Would you write out all of the records that follow, exactly as they stand?

□ □ □ □ □ □ □

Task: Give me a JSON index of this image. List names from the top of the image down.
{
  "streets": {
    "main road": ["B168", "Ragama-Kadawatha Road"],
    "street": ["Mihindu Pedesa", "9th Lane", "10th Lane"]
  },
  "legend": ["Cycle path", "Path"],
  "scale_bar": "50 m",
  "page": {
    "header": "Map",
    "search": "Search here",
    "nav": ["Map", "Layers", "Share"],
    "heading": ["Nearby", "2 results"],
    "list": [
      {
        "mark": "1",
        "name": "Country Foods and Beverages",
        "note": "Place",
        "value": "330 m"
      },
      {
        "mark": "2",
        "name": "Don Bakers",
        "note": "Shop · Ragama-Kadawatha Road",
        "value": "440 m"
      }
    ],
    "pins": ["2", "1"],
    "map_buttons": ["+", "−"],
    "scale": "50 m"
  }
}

□ □ □ □ □ □ □

### SOLUTION FOR THIS EXERCISE
Task: Give me a JSON index of this image. List names from the top of the image down.
{
  "streets": {
    "main road": ["B168", "Ragama-Kadawatha Road"],
    "street": ["Mihindu Pedesa", "9th Lane", "10th Lane"]
  },
  "legend": ["Cycle path", "Path"],
  "scale_bar": "50 m",
  "page": {
    "header": "Map",
    "search": "Search here",
    "nav": ["Map", "Layers", "Share"],
    "heading": ["Nearby", "2 results"],
    "list": [
      {
        "mark": "1",
        "name": "Country Foods and Beverages",
        "note": "Place",
        "value": "330 m"
      },
      {
        "mark": "2",
        "name": "Don Bakers",
        "note": "Shop · Ragama-Kadawatha Road",
        "value": "440 m"
      }
    ],
    "pins": ["2", "1"],
    "map_buttons": ["+", "−"],
    "scale": "50 m"
  }
}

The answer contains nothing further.